[Dataset items]
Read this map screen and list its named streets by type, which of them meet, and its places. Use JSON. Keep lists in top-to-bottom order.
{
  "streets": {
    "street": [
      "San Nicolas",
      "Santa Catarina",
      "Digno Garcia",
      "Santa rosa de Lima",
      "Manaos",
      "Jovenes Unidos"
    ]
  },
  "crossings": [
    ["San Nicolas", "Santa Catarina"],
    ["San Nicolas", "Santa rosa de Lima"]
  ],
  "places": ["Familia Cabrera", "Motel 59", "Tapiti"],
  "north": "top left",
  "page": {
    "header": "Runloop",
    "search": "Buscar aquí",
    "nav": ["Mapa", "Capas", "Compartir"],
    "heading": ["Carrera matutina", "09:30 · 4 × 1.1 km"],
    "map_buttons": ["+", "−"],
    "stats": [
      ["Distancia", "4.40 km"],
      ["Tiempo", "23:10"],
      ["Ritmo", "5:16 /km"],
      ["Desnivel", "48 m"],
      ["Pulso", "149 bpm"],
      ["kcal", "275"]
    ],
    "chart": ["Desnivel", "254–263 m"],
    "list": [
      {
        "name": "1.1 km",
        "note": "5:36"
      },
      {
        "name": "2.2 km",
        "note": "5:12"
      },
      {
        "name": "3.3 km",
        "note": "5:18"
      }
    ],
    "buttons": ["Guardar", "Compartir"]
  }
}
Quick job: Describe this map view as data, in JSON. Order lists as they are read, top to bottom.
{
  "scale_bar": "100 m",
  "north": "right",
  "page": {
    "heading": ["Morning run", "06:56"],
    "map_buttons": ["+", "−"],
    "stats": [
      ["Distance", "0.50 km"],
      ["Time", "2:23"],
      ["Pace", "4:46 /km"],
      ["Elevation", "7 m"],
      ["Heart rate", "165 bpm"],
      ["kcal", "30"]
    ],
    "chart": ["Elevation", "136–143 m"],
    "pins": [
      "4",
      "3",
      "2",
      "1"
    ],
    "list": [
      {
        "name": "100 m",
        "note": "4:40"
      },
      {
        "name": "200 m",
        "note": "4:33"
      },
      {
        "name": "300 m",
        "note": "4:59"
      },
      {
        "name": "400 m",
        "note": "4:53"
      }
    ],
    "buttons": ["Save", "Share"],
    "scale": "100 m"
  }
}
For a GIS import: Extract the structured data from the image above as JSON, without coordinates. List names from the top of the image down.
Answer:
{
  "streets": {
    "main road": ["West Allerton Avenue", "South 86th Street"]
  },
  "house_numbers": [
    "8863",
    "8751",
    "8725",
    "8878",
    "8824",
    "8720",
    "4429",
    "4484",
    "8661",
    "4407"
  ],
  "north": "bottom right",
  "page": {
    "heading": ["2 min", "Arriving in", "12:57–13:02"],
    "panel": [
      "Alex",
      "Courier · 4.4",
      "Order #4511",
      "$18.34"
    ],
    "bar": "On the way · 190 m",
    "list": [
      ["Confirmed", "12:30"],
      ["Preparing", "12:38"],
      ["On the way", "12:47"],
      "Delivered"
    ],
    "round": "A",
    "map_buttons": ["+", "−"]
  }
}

YOUR GOAL →
Give the records again, exactly as they appear.

EXERCISE RESULT →
Read this map screen and list its named streets by type, which of them meet, and its places. Use JSON. Keep lists in top-to-bottom order.
{
  "streets": {
    "street": [
      "San Nicolas",
      "Santa Catarina",
      "Digno Garcia",
      "Santa rosa de Lima",
      "Manaos",
      "Jovenes Unidos"
    ]
  },
  "crossings": [
    ["San Nicolas", "Santa Catarina"],
    ["San Nicolas", "Santa rosa de Lima"]
  ],
  "places": ["Familia Cabrera", "Motel 59", "Tapiti"],
  "north": "top left",
  "page": {
    "header": "Runloop",
    "search": "Buscar aquí",
    "nav": ["Mapa", "Capas", "Compartir"],
    "heading": ["Carrera matutina", "09:30 · 4 × 1.1 km"],
    "map_buttons": ["+", "−"],
    "stats": [
      ["Distancia", "4.40 km"],
      ["Tiempo", "23:10"],
      ["Ritmo", "5:16 /km"],
      ["Desnivel", "48 m"],
      ["Pulso", "149 bpm"],
      ["kcal", "275"]
    ],
    "chart": ["Desnivel", "254–263 m"],
    "list": [
      {
        "name": "1.1 km",
        "note": "5:36"
      },
      {
        "name": "2.2 km",
        "note": "5:12"
      },
      {
        "name": "3.3 km",
        "note": "5:18"
      }
    ],
    "buttons": ["Guardar", "Compartir"]
  }
}
Quick job: Describe this map view as data, in JSON. Order lists as they are read, top to bottom.
{
  "scale_bar": "100 m",
  "north": "right",
  "page": {
    "heading": ["Morning run", "06:56"],
    "map_buttons": ["+", "−"],
    "stats": [
      ["Distance", "0.50 km"],
      ["Time", "2:23"],
      ["Pace", "4:46 /km"],
      ["Elevation", "7 m"],
      ["Heart rate", "165 bpm"],
      ["kcal", "30"]
    ],
    "chart": ["Elevation", "136–143 m"],
    "pins": [
      "4",
      "3",
      "2",
      "1"
    ],
    "list": [
      {
        "name": "100 m",
        "note": "4:40"
      },
      {
        "name": "200 m",
        "note": "4:33"
      },
      {
        "name": "300 m",
        "note": "4:59"
      },
      {
        "name": "400 m",
        "note": "4:53"
      }
    ],
    "buttons": ["Save", "Share"],
    "scale": "100 m"
  }
}
For a GIS import: Extract the structured data from the image above as JSON, without coordinates. List names from the top of the image down.
Answer:
{
  "streets": {
    "main road": ["West Allerton Avenue", "South 86th Street"]
  },
  "house_numbers": [
    "8863",
    "8751",
    "8725",
    "8878",
    "8824",
    "8720",
    "4429",
    "4484",
    "8661",
    "4407"
  ],
  "north": "bottom right",
  "page": {
    "heading": ["2 min", "Arriving in", "12:57–13:02"],
    "panel": [
      "Alex",
      "Courier · 4.4",
      "Order #4511",
      "$18.34"
    ],
    "bar": "On the way · 190 m",
    "list": [
      ["Confirmed", "12:30"],
      ["Preparing", "12:38"],
      ["On the way", "12:47"],
      "Delivered"
    ],
    "round": "A",
    "map_buttons": ["+", "−"]
  }
}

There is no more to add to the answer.